Этьен весь задрожал от смеха — сначала беззвучного. Но через пару секунд из-под ладоней, которыми он закрыл алое сияющее лицо, вырвался некий ликующий вопль, который перерос в обвал уже ничем не сдерживаемого смеха. Благородное общество оглянулось в недоумении, услыхав первые раскаты надвигающейся грозы: но только один Кретьен в полной мере осознал грозящую опасность.
— Этьен, я тебя прошу…
…Но было поздно. Облаченный в черное ополз по колонне арки на пол и затрясся, заливаясь так неимоверно, что к ужасу своему Кретьен сам почувствовал проявление первых симптомов. Уголки его губ неудержимо поползли вверх. Первой сломался простая душа Луи — он заржал вслед за Этьеном, как вся конница Нуреддина, показывая воистину достойные лучшего скакуна зубы. Причина смеха, очевидно, осталась для него тайной, но это его не остановило. За ним прыснула и необразованная кузина Амис; и Кретьен недолго сопротивлялся…

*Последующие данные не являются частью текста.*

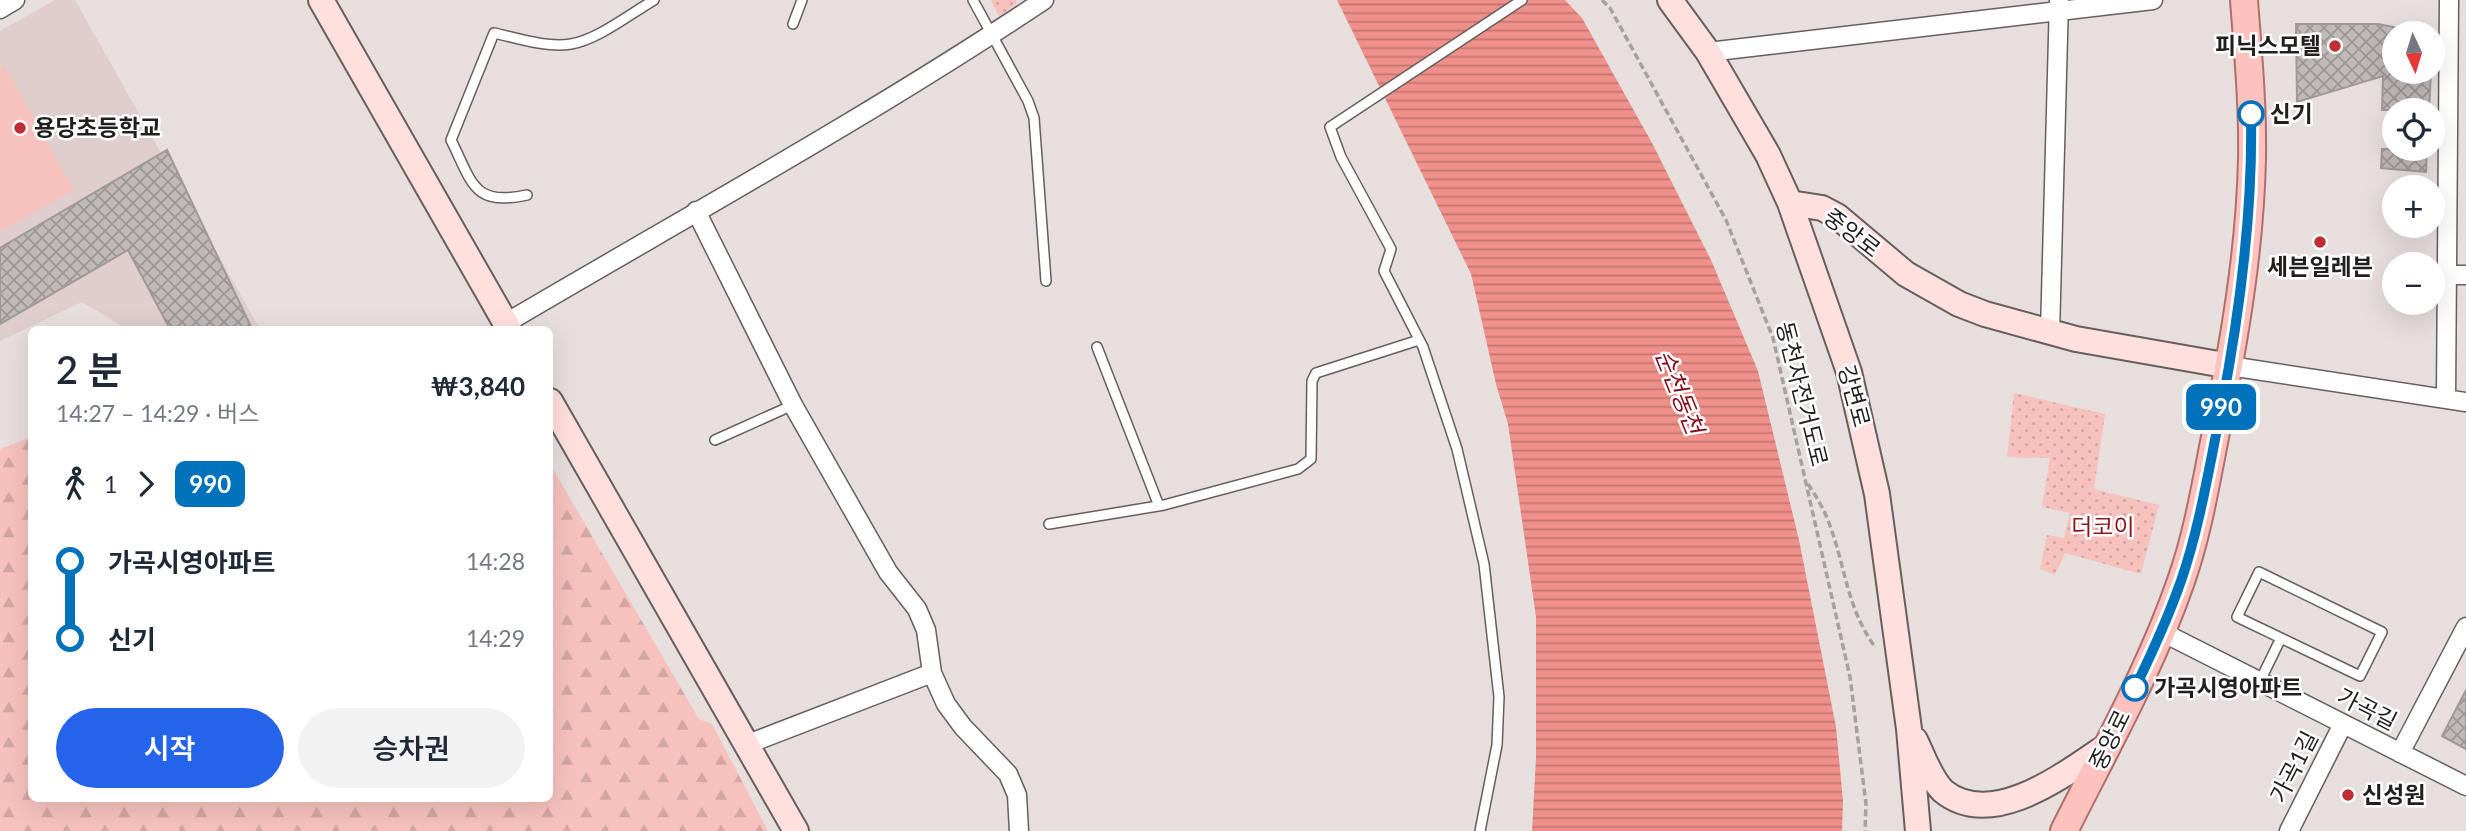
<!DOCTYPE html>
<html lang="ko">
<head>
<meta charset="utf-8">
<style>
  :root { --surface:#fff; --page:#f2f2f3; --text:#1f2937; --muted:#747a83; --accent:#2563eb }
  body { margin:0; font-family:Lato,"Noto Sans KR",sans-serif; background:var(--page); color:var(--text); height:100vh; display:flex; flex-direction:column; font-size:26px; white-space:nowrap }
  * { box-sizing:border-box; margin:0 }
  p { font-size:23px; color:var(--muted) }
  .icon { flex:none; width:38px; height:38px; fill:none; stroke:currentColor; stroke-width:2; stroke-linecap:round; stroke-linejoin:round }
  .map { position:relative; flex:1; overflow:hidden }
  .sheet { position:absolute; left:28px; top:326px; width:525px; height:476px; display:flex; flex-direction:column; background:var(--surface); border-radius:10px; box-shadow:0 7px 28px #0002 }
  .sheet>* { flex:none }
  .badge { padding:0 14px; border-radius:10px; font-size:24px; line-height:46px }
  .needle { width:46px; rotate:176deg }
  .buttons { position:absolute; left:2382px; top:21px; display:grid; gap:14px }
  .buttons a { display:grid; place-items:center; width:63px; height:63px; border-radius:50%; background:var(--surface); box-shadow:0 7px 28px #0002; font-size:35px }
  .map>.badge { position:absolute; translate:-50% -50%; box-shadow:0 0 0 4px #fff }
  .legs { display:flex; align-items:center; gap:10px; height:77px; padding:0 28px; font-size:23px }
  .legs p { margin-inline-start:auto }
  .headline { display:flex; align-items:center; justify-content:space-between; height:119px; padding:0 28px }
  h1 { font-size:38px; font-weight:600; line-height:52px }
  .button { display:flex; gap:14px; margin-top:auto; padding:14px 28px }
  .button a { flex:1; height:80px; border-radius:42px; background:var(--accent); color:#fff; font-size:28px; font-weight:600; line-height:80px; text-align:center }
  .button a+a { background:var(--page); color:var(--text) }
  ul { padding:0 28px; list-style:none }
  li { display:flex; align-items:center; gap:24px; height:77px; font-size:26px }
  li i { display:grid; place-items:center; width:10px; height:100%; margin:0 9px; background:currentColor }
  li i::after { content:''; width:18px; height:18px; margin:-9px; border:5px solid; border-radius:50%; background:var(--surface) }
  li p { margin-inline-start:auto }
  li:first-child i { background:linear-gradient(#0000 50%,currentColor 0) }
  li:last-child i { background:linear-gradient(currentColor 50%,#0000 0) }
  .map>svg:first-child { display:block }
  .built { fill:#dfcecd }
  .forest { fill:url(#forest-firs) }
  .park { fill:url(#park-dots) }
  .garden { fill:#f7c2be }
  .water { fill:url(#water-rules) }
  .building { fill:url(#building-cross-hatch); stroke:#a19999; stroke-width:2 }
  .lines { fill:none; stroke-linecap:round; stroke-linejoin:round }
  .lane-casing { stroke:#665f5e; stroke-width:12 }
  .street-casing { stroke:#665f5e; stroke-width:21 }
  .secondary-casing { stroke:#665f5e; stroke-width:28 }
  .primary-casing { stroke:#b16e6a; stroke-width:30 }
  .path { stroke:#a7a0a0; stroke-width:3.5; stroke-dasharray:7 3.5; stroke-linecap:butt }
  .lane { stroke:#fff; stroke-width:9 }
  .street { stroke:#fff; stroke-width:18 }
  .secondary { stroke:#ffe0df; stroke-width:24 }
  .primary { stroke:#fec2be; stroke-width:26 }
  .line-1-casing { stroke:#fff; stroke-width:16 }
  .line-1 { stroke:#0072bc; stroke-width:10 }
  .poi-dot { fill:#be2e34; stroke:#fff; stroke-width:2.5 }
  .stop-1-dot { fill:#fff; stroke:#0072bc; stroke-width:3.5 }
  .labels { text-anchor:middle; stroke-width:5; stroke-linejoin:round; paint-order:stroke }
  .poi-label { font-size:23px; font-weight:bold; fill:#221f1f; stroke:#fff; text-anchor:start }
  .stop-label { font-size:23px; font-weight:bold; fill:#221f1f; stroke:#fff; text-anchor:start }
  .street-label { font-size:23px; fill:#221f1f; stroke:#fff }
  .park-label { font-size:23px; fill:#88171e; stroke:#fff }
  .water-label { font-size:24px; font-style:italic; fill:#83101a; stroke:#fff }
</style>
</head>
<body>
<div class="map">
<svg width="2466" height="831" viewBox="0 0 2466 831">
  <defs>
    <pattern id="forest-firs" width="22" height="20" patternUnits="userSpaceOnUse" patternTransform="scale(1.75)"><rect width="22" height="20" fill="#f7c2be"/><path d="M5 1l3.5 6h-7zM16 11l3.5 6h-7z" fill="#d3a6a3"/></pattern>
    <pattern id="park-dots" width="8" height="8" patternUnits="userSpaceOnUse" patternTransform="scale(1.75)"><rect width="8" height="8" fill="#f7c2be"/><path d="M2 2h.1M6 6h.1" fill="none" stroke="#d3a6a3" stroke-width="1.8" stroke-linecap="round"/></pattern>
    <pattern id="water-rules" width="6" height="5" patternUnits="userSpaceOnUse" patternTransform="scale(1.75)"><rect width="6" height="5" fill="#f0908a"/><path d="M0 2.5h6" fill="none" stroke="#c27570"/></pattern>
    <pattern id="building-cross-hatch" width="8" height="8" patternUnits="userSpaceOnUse" patternTransform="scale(1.75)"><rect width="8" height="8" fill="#c1b9b8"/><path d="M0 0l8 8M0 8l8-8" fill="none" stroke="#9c9695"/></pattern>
  </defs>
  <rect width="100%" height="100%" fill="#e7dede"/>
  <path class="built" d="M55 0H75L260 329H127L82 302 0 341V31Z"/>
  <path class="forest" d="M31 437 32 798H550V464L699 719 712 724 768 831H0V449Z"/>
  <path class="park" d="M991 0H1016L1017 3 999 17Z
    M2014 393 2105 414 2094 489 2159 505 2141 574 2065 553 2055 575 2040 569 2047 535 2064 538 2070 513 2042 507 2050 458 2007 457Z"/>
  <path class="garden" d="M4 65 74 190 0 231V67Z"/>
  <path class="water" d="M1337 0H1565L1582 18 1652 143 1711 260 1758 371 1799 540 1836 727 1843 801 1842 831H1532L1536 758V617L1508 424 1496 384 1471 274Z"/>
  <path class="building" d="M2296 24H2378L2394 27V72H2431L2429 110H2382L2383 76 2297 102Z
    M2382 149H2427L2426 172 2381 168Z
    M167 150 252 329H170L128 250 0 324V248Z
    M2466 690V749L2442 736Z"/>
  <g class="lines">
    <g class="lane-casing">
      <path id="lane" d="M973 0 1028 101 1034 118 1046 281
        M793 24 802 0
        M527 195C473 207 472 182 451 140L494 33C517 38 546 48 571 44 597 40 630 14 654 0
        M1097 347 1159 506
        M715 440 793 405
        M1049 524 1164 505 1298 469 1311 459 1312 381 1316 373 1419 340
        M2259 572 2382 632 2360 676 2237 617Z
        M2260 681 2281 638
        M1480 831 1497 745 1499 697 1484 564 1457 449 1423 347 1384 271 1391 249 1341 157 1330 127 1522 0"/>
    </g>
    <g class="street-casing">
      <path id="street" d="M0 9 15 0
        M1708 52 2153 0
        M696 211 793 405 888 572 917 609 926 630 932 673 946 704 963 727 1008 774 1017 795 1019 831
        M2446 275H2466
        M506 323C686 217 870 116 1044 0
        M2050 333 2059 0
        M2230 366 2466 402
        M2446 398 2449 0
        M2162 632 2466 786
        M748 744 932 673
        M2400 753 2466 627
        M2289 831 2343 724"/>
    </g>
    <g class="secondary-casing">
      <path id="secondary" d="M321 0 509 329
        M1670 0 1708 52 1768 155 1790 203 1849 372 1877 494 1909 729 1918 831
        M1790 203 1822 208 1837 216 1906 274 1959 304 1985 314 2076 339 2230 366
        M550 401 796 831
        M1915 740C1923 756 1930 778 1943 791 1992 831 2065 774 2108 745"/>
    </g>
    <g class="primary-casing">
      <path id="primary" d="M2064 831C2105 749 2151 668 2181 581 2198 533 2206 482 2216 432 2234 342 2250 251 2252 159 2253 106 2248 53 2244 0"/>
    </g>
    <path class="path" d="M1602 0 1610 8 1726 220 1773 338 1850 677 1866 804 1865 831
      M1808 484C1816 496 1824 509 1829 523 1846 568 1846 606 1875 647"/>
    <use href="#lane" class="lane"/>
    <use href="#street" class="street"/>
    <use href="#secondary" class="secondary"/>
    <use href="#primary" class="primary"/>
  </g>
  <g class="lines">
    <g class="line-1-casing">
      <path id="line-1" d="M2135 688C2152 653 2168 618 2181 581 2200 526 2209 467 2221 410 2240 312 2253 214 2251 114"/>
    </g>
    <use href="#line-1" class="line-1"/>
  </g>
  <g class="poi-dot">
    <circle cx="2335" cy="46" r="7"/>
    <circle cx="20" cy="128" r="7"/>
    <circle cx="2320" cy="242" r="7"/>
    <circle cx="2348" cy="795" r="7"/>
  </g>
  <g class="stop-1-dot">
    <circle cx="2251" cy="114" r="12"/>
    <circle cx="2135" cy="688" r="12"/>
  </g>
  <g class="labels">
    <g class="poi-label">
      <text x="2321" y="54" text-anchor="end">피닉스모텔</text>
      <text x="34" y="136">용당초등학교</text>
      <text x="2320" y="275" text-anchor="middle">세븐일레븐</text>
      <text x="2362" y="803">신성원</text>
    </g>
    <g class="stop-label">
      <text x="2270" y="122">신기</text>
      <text x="2154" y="696">가곡시영아파트</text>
    </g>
    <g class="street-label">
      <text transform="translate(1852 233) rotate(37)" y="8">중앙로</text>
      <text transform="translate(1802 394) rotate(76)" y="8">동천자전거도로</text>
      <text transform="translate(1854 396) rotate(75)" y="8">강변로</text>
      <text transform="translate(2367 709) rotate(27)" y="8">가곡길</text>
      <text transform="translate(2110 740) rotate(-64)" y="8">중앙로</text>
      <text transform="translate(2294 767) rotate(-63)" y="8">가곡1길</text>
    </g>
    <g class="park-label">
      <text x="2103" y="535">더코이</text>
    </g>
    <g class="water-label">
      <text transform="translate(1679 392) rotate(68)" y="8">순천동천</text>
    </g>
  </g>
</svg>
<div class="buttons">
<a><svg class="needle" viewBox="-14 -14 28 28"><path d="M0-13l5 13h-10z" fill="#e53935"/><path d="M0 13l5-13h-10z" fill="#747a83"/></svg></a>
<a><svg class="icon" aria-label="locate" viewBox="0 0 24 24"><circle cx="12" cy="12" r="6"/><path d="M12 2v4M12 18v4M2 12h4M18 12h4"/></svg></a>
<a>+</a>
<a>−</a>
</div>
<b class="badge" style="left:2221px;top:407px;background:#0072bc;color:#fff">990</b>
<section class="sheet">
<div class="headline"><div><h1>2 분</h1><p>14:27 – 14:29 · 버스</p></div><b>₩3,840</b></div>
<div class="legs"><svg class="icon" aria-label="walk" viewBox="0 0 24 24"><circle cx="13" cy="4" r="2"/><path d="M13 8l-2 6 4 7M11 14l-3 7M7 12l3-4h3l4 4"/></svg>1<svg class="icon" aria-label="forward" viewBox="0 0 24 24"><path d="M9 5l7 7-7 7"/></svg><b class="badge" style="background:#0072bc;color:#fff">990</b></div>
<ul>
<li><i style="color:#0072bc"></i><b>가곡시영아파트</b><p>14:28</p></li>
<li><i style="color:#0072bc"></i><b>신기</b><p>14:29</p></li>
</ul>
<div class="button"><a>시작</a><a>승차권</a></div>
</section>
</div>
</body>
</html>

— Пышный-зад! — простонал с пола совершенно беспомощный Этьен, когда друг нагнулся помочь ему подняться (то ли придушить негодяя?) Наконец он был водружен на ноги — сияющий, неосмысленный, утирающий набежавшие слезы; к тому времени хохотала добрая половина зала — разговора не слышал никто, однако смеялись уже над другими смеющимися, над самими собой, над тем, что вот ведь — угораздило их смеяться безо всякой причины… Красный — от смеха или от смущенья, непонятно — Кретьен занял наконец свое место за столом, сдерживая себя, чтобы не ляпнуть еще одну «освободившуюся» через двадцать лет фразу — «Простите, монсеньоры, мой друг — он такой… не стоит на него обижаться.» Взамен того он так сжал под столом руку Этьена, что пальцы у того хрустнули. Лицо его теперь казалось совершенно спокойным, даже четко обозначились обычные тени под глазами; вот, отец Бернар, превосходный экземпляр катарского послушника для ваших описаний!